The behavior of ikos is correct in this case. The core problem from a user point of view is that in C++ destructors are very commonly used and ikos' behavior leads to a lot of noise which furthermore is in this case not of any help to the programmer, as the programmer cannot influence this specific part of the source code, as the programmer has not written it in the first place.

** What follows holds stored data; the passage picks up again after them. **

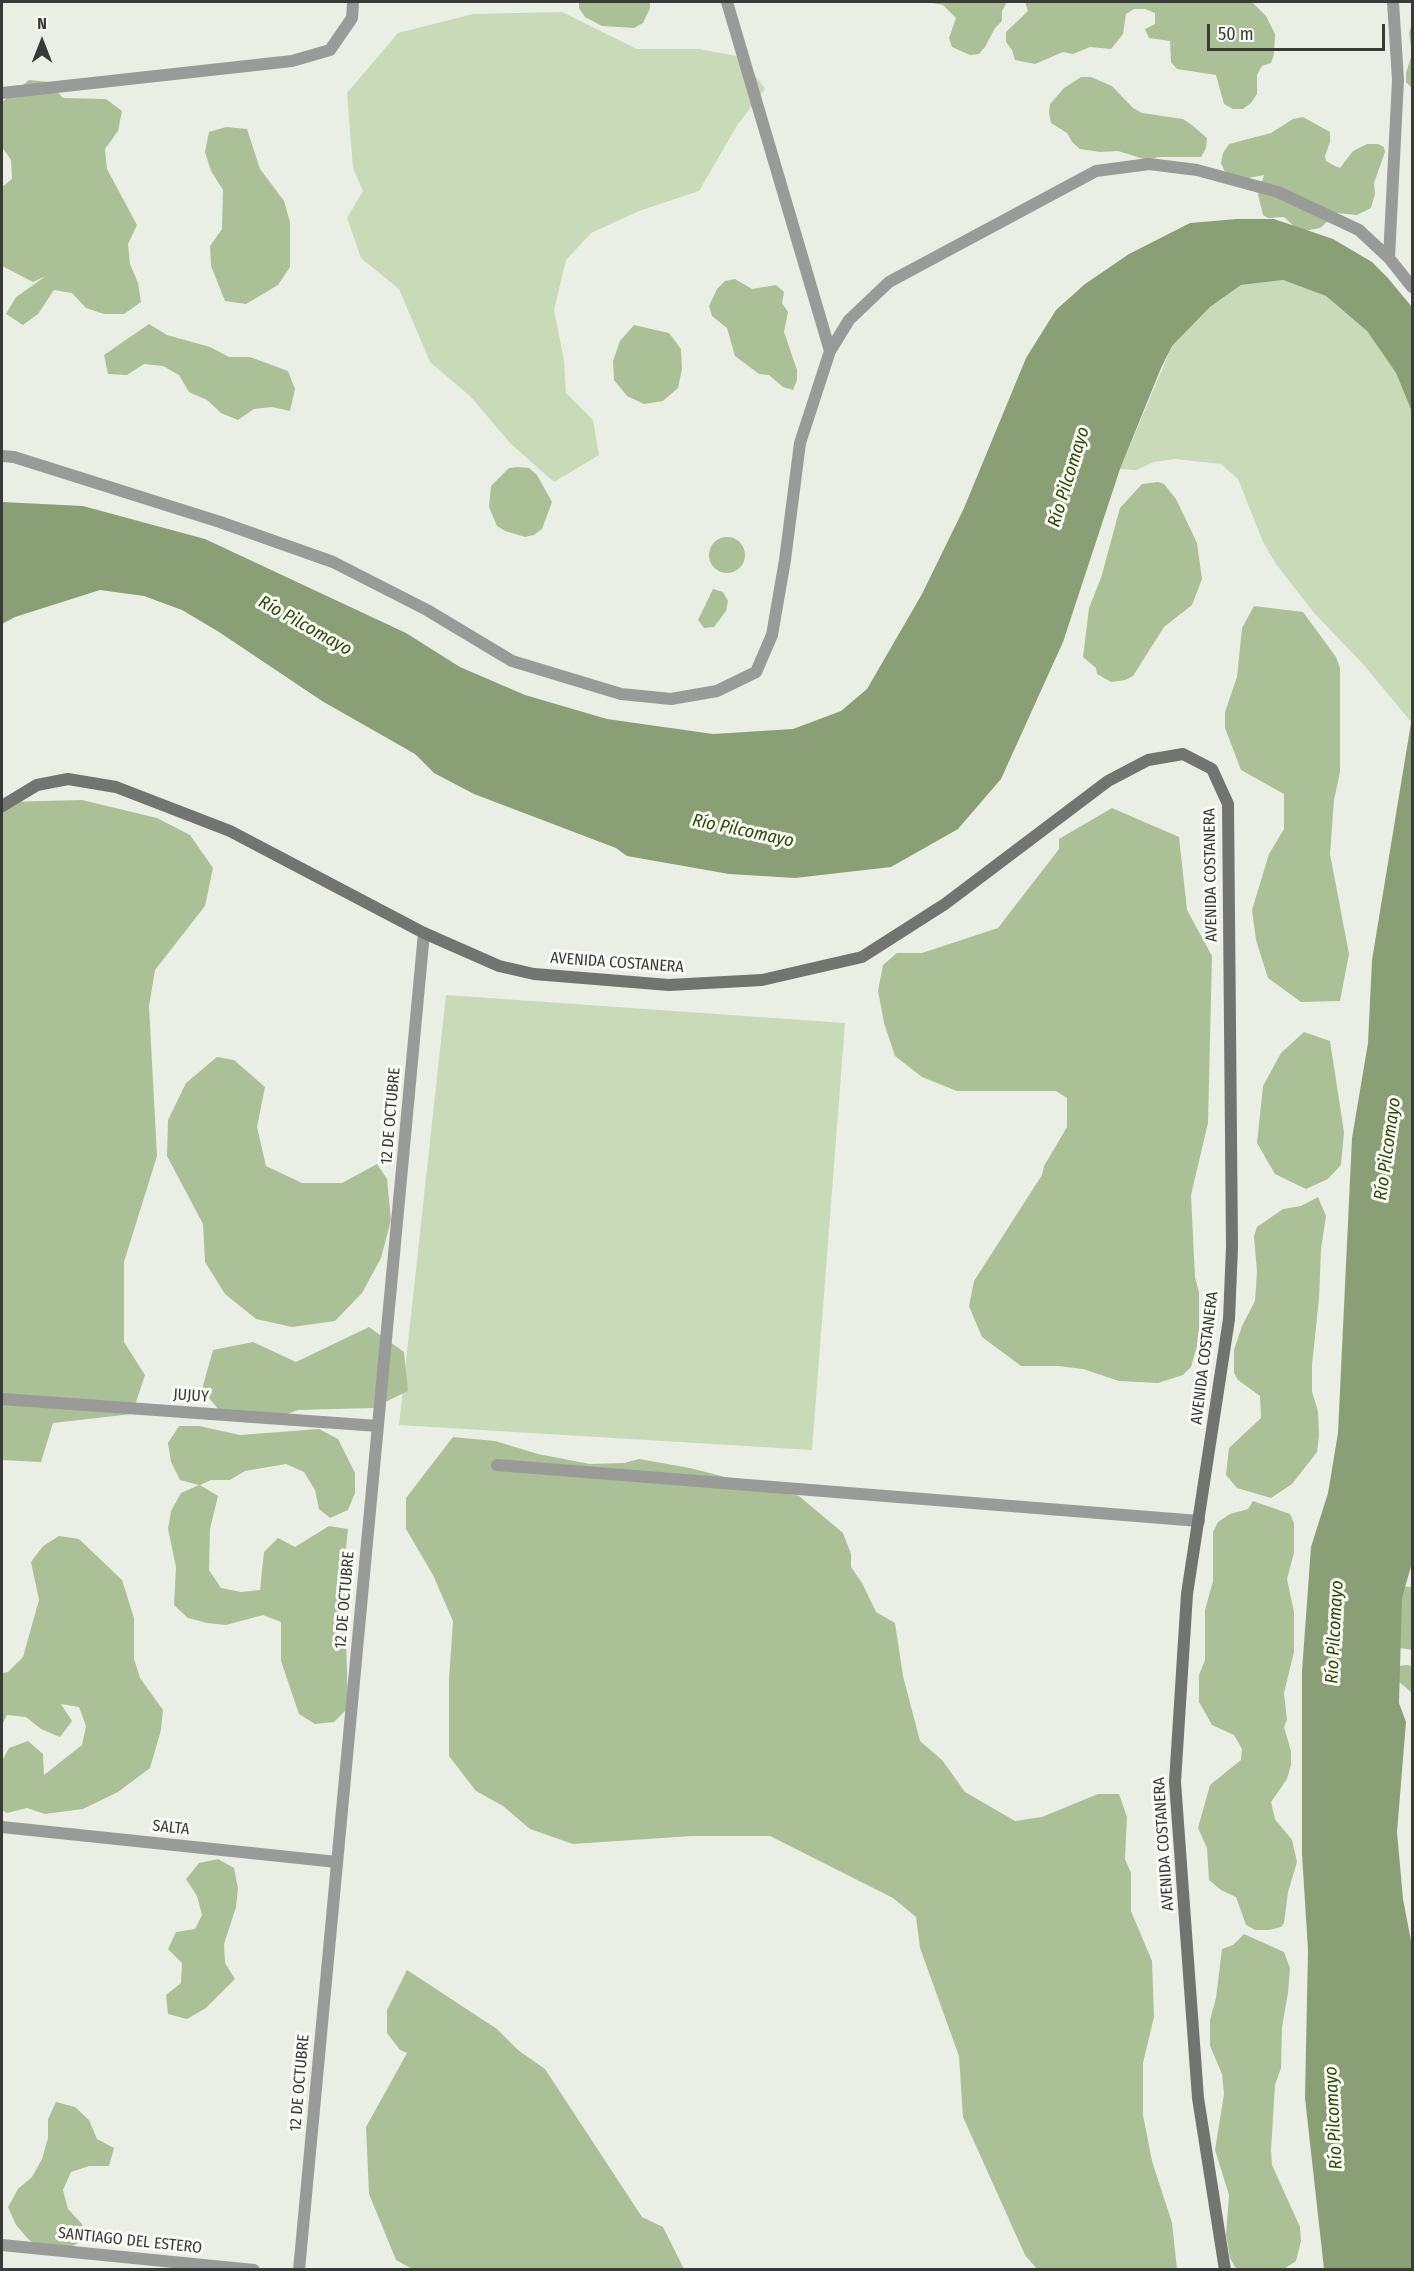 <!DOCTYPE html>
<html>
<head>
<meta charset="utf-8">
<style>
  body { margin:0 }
  #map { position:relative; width:1414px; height:2271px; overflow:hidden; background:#eaefe6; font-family:"Fira Sans Condensed",sans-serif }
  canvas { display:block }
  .frame { position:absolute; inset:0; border:3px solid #393b38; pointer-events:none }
  .north { position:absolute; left:12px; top:12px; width:60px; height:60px; -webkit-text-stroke:4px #f8fcf4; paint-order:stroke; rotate:0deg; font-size:16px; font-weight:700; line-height:24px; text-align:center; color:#393b38 }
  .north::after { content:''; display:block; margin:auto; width:21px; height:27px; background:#393b38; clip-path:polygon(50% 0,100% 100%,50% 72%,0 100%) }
  .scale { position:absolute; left:1207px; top:24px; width:178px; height:27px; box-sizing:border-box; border:3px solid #393b38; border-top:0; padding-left:8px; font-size:18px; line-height:21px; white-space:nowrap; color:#393b38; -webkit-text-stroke:4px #f8fcf4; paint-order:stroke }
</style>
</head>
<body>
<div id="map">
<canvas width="1414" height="2271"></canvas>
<div class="frame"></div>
<div class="north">N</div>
<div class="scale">50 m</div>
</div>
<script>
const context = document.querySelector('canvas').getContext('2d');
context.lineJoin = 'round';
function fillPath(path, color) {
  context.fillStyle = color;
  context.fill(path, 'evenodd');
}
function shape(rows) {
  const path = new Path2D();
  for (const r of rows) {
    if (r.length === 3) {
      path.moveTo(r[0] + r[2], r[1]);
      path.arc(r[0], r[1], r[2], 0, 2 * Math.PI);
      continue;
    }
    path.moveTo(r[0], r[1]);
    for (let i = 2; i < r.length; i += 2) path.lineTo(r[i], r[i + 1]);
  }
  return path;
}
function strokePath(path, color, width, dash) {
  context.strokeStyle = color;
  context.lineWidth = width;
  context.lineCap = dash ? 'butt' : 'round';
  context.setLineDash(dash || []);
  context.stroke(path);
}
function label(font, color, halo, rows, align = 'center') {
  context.font = font + ' "Fira Sans Condensed",sans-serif';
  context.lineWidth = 6;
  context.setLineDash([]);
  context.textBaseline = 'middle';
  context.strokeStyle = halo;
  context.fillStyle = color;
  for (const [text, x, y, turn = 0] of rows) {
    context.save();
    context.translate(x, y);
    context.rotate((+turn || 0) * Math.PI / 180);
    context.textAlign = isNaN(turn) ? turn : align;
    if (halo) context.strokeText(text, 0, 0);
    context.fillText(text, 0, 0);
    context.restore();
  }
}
fillPath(shape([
  [562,12,637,49,699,49,742,57,765,89,738,124,699,191,639,211,591,233,566,260,554,310,564,360,566,393,593,420,599,455,554,482,510,443,471,397,430,362,399,289,361,258,347,218,363,191,353,168,347,93,398,33,473,14],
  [1283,280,1326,296,1367,331,1396,373,1412,412,1412,723,1363,664,1315,614,1276,564,1263,542,1238,479,1221,464,1175,459,1154,462,1136,470,1120,469,1172,346,1210,307,1241,285],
  [446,995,845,1023,812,1450,399,1425]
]), '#c8dab7');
fillPath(shape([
  [579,2,650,2,650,8,643,23,634,28,602,26,585,17,579,8],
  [927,2,1007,2,1002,11,1002,21,995,28,985,47,979,54,970,55,952,47,949,38,956,18,943,5],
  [1025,2,1252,2,1266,16,1275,34,1274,54,1271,63,1262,66,1257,75,1257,94,1251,103,1243,109,1233,109,1224,104,1216,75,1177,69,1171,62,1170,41,1149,38,1145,29,1155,24,1155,13,1145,9,1134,9,1126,14,1123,34,1111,49,1090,47,1073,54,1063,52,1035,64,1015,60,1012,50,1006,42,1006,32,1028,11],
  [1412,24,1412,88,1406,82,1406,73,1412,54,1409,33],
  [1081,77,1091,77,1112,86,1133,108,1142,113,1183,119,1192,125,1207,138,1206,148,1201,157,1158,157,1147,160,1118,151,1100,152,1080,149,1072,142,1067,133,1051,123,1049,113,1050,104,1064,88],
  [29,80,49,82,63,98,106,99,122,111,118,131,105,149,107,169,137,225,128,244,130,264,138,283,141,302,124,314,104,314,86,308,72,293,54,290,38,314,23,325,6,314,16,297,46,276,33,282,2,266,2,187,12,179,11,160,2,147,2,102],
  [1303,117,1330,132,1330,142,1325,156,1326,161,1335,166,1340,168,1353,151,1367,144,1378,144,1384,147,1385,152,1374,183,1375,194,1371,208,1357,215,1337,213,1320,228,1304,231,1299,231,1284,217,1268,218,1263,215,1258,195,1264,175,1243,179,1225,172,1221,163,1223,153,1229,144,1271,133,1293,119],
  [226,127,247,129,260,169,284,201,290,222,290,267,278,285,246,304,225,301,211,266,210,246,222,229,223,190,211,171,205,152,209,132],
  [735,279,752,289,776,285,784,292,782,303,788,312,784,332,797,370,797,380,793,390,783,387,769,375,759,374,735,356,727,328,712,316,709,306,717,289,725,281],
  [149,324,167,335,210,347,229,357,250,357,288,371,295,389,290,411,272,407,254,409,238,420,221,413,207,400,189,392,179,375,163,366,144,364,127,375,108,374,104,355],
  [634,325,669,333,681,349,682,369,678,388,663,401,644,404,627,396,614,380,613,361,620,341],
  [518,467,529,468,537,475,552,502,542,529,534,535,525,537,505,531,497,526,489,507,491,486,509,468],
  [1158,482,1164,484,1176,499,1197,543,1202,579,1192,605,1164,627,1133,676,1125,680,1111,682,1097,674,1096,668,1083,657,1089,608,1101,578,1120,508,1142,484],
  [727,555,18],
  [713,589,723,592,728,601,726,611,714,627,704,628,698,620],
  [1254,606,1303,612,1336,657,1340,668,1340,772,1334,800,1330,854,1349,954,1340,1001,1301,1002,1268,978,1256,940,1252,910,1269,854,1284,829,1284,794,1241,770,1225,728,1225,712,1237,677,1242,628],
  [82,800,157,818,190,835,213,868,205,906,155,970,149,1006,157,1156,124,1262,124,1342,145,1375,132,1414,53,1423,41,1462,2,1460,2,810,5,802],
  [1112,808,1179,837,1187,910,1212,956,1208,1123,1191,1195,1195,1277,1199,1293,1199,1339,1191,1367,1183,1375,1158,1383,1119,1381,1083,1369,1058,1366,1021,1366,982,1337,969,1306,974,1281,1042,1175,1044,1166,1067,1127,1067,1098,1056,1091,957,1091,922,1077,895,1056,884,1023,878,991,883,965,897,953,922,953,998,928,1059,849,1059,839],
  [1304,1032,1330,1041,1344,1132,1341,1165,1328,1179,1306,1189,1275,1174,1257,1143,1263,1086,1281,1053],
  [217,1057,234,1060,265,1087,257,1127,266,1166,302,1183,342,1183,377,1164,387,1179,391,1220,381,1258,362,1293,335,1321,292,1327,256,1319,225,1294,205,1262,203,1224,167,1156,168,1120,186,1083],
  [1318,1197,1326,1216,1321,1249,1319,1299,1312,1365,1312,1392,1318,1411,1319,1436,1317,1452,1292,1484,1271,1498,1237,1488,1226,1475,1229,1448,1261,1418,1260,1396,1238,1380,1234,1373,1234,1350,1242,1326,1255,1301,1257,1272,1254,1236,1257,1227,1283,1209,1301,1206],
  [369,1327,404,1352,408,1391,373,1408,298,1410,263,1423,226,1419,202,1389,213,1350,253,1342,296,1362],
  [179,1426,199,1426,240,1435,319,1429,338,1439,355,1473,355,1493,348,1510,330,1518,319,1509,315,1490,304,1472,286,1464,245,1471,230,1480,211,1480,200,1485,218,1496,210,1529,209,1570,221,1588,241,1592,260,1590,264,1552,278,1538,295,1547,329,1526,348,1529,344,1568,348,1708,334,1722,315,1724,299,1714,281,1661,281,1622,263,1615,226,1625,207,1623,188,1618,174,1605,176,1567,168,1529,171,1511,181,1493,199,1485,180,1480,171,1462,168,1443],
  [453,1437,495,1441,538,1454,590,1464,624,1463,639,1459,690,1468,799,1496,843,1533,851,1554,851,1567,862,1583,876,1612,895,1623,903,1676,920,1741,942,1760,965,1792,1015,1821,1042,1817,1098,1794,1119,1794,1127,1817,1125,1859,1131,1873,1131,1911,1152,1961,1154,2017,1143,2063,1143,2115,1152,2161,1172,2223,1177,2269,1037,2269,1025,2255,963,2117,959,2056,920,1948,916,1917,893,1898,770,1836,692,1836,573,1844,530,1829,503,1806,476,1791,449,1756,449,1679,453,1621,433,1575,406,1529,406,1498],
  [1253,1501,1290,1514,1294,1523,1294,1553,1287,1579,1294,1612,1294,1652,1284,1693,1287,1720,1284,1727,1291,1751,1291,1765,1287,1779,1271,1802,1275,1819,1292,1840,1297,1862,1288,1892,1284,1923,1281,1927,1269,1930,1255,1930,1246,1925,1236,1897,1221,1890,1209,1880,1207,1848,1198,1828,1210,1785,1241,1760,1242,1749,1234,1735,1212,1725,1199,1702,1199,1675,1205,1660,1205,1610,1213,1581,1213,1532,1218,1522,1230,1514,1248,1509],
  [59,1536,79,1539,122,1580,134,1618,134,1659,140,1678,163,1710,161,1730,150,1768,118,1792,83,1809,45,1814,27,1808,7,1813,2,1810,2,1761,9,1748,28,1741,43,1754,44,1775,82,1745,86,1726,79,1707,61,1704,72,1721,60,1737,41,1729,26,1717,7,1715,2,1725,2,1673,8,1672,23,1657,39,1600,31,1562,43,1546],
  [1387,1585,1412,1587,1412,1650,1376,1644],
  [1407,1665,1412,1666,1412,1693,1389,1673,1397,1666],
  [218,1859,234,1868,238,1888,236,1907,224,1944,225,1963,235,1979,206,2008,187,2019,168,2014,166,1995,181,1983,182,1963,168,1949,176,1932,195,1929,202,1915,197,1896,186,1879,199,1863],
  [1244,1934,1284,1952,1290,1968,1288,1993,1282,2027,1281,2068,1275,2085,1271,2150,1272,2165,1300,2227,1301,2241,1296,2261,1284,2269,1240,2270,1235,2267,1230,2258,1226,2235,1229,2195,1215,2150,1224,2094,1222,2074,1210,2046,1210,2020,1216,1998,1222,1949,1233,1945],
  [407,1970,497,2029,518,2050,545,2069,642,2217,663,2227,684,2269,414,2270,396,2260,369,2194,366,2127,407,2053,400,2050,387,2033,387,2010],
  [56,2102,75,2107,89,2120,97,2139,114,2148,109,2166,89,2166,71,2172,63,2190,68,2209,82,2224,83,2240,66,2250,47,2250,29,2240,16,2225,8,2207,18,2189,32,2177,42,2159,48,2138,48,2119]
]), '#abc096');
fillPath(shape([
  [1237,219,1274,219,1333,239,1372,262,1387,277,1412,307,1412,412,1396,373,1367,331,1326,296,1283,280,1241,285,1210,307,1172,346,1161,368,1120,469,1063,642,1001,779,958,829,891,867,795,878,729,874,627,856,616,848,474,794,434,773,415,754,322,701,219,632,182,610,144,596,100,590,15,617,2,624,2,502,83,506,205,539,406,633,460,667,525,695,607,719,713,734,793,729,841,711,867,689,922,594,964,508,1026,358,1056,310,1085,284,1129,254,1190,223],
  [1412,717,1412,1563,1402,1598,1399,1703,1406,1722,1397,1832,1403,1899,1412,1946,1412,2269,1324,2269,1305,2098,1308,1950,1302,1854,1302,1671,1311,1547,1328,1493,1338,1433,1352,1138,1368,1043,1372,960]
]), '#8b9f77');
strokePath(shape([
  [727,2,830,351],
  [2,93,292,61,330,50,352,18,353,2],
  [1389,258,1398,80,1393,2],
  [2,456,14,457,220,522,333,562,427,610,512,661,621,694,671,699,717,691,756,672,772,635,785,560,800,443,830,351,849,320,889,282,1096,171,1149,164,1197,170,1278,192,1359,230,1389,258,1412,287],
  [2,1399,378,1426],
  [497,1465,1199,1521],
  [2,1827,337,1862],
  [2,2245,254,2270],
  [299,2270,424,933]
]), '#999b98', 12);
strokePath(shape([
  [2,806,37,785,68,779,116,787,230,831,424,933,499,966,534,974,669,985,762,980,862,957,945,904,1108,781,1148,760,1183,754,1212,769,1228,804,1232,1247,1229,1319,1187,1594,1175,1782,1198,2098,1225,2270]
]), '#72746f', 12);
label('16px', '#393b38', '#f8fcf4', [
  ["AVENIDA COSTANERA",1211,875,-91],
  ["AVENIDA COSTANERA",617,963,4],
  ["12 DE OCTUBRE",391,1116,-85],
  ["AVENIDA COSTANERA",1205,1358,-83],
  ["JUJUY",191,1396,4],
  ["12 DE OCTUBRE",345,1600,-85],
  ["SALTA",171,1828,6],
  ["AVENIDA COSTANERA",1164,1844,-94],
  ["12 DE OCTUBRE",300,2083,-85],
  ["SANTIAGO DEL ESTERO",130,2241,6]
]);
label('italic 18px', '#2f4808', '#f8fcf4', [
  ["Río Pilcomayo",1069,477,-73],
  ["Río Pilcomayo",305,626,29],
  ["Río Pilcomayo",743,831,12],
  ["Río Pilcomayo",1388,1149,-82],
  ["Río Pilcomayo",1335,1632,-87],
  ["Río Pilcomayo",1334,2118,-93]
]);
</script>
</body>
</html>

So my suggestion would be: If LLVM is generating special code (inserting a call to __clang_call_terminate) in a special case (an exception would leave the scope of a destructor), one could handle it as a special case. In particular that would mean:

• Detect that this function is a destructor. In the example above we have
  !405 = distinct !DISubprogram(name: "~MyStruct", linkageName: "_ZN8MyStructD2Ev", scope: !397, file: !1, line: 10, type: !400, isLocal: false, isDefinition: true, scopeLine: 11, flags: DIFlagPrototyped, isOptimized: false, unit: !0, declaration: !399, retainedNodes: !2)
  One could check that the first character of name is ~.
• Detect that the dead code is a basic block with a call to __clang_call_terminate
• Silence the dead code warning if the user wants to (i.e. introduce new command-line parameter)

[arthaud]

Regarding free: It's not entirely clear to me either.

It looks like this is an implementation detail in glibc for thread cancellation, see man7.org.
Apparently these exceptions have a specific behavior and can cause problems, see this stackoverflow question.
It is also surprising that cplusplus.com states that free doesn't throw but cppreference.com doesn't mention anything.

On my work laptop (macOS High Sierra), free is not declared nothrow. I'm also getting the unreachable: code is dead message.

---

Regarding the example: Actually, since f1 is not declared nothrow, it can throw.

The call to __clang_call_terminate is reachable, and ikos knows it.
ikos complains that the unreachable statement after call void @__clang_call_terminate is unreachable. This is silly, since in that case there is no code to run after this statement.

---

Regarding your suggestion: I agree, but it will be a bit tricky to implement.

[ivanperez-keera]

It looks like this is a matter for further discussion, and there's no agreement on whether IKOS is reporting this correctly or not (can free throw or not). I'm moving this to a discussion for now, and we can revisit when we have a clear plan in the future.

Please feel free to continue the discussion. Thanks!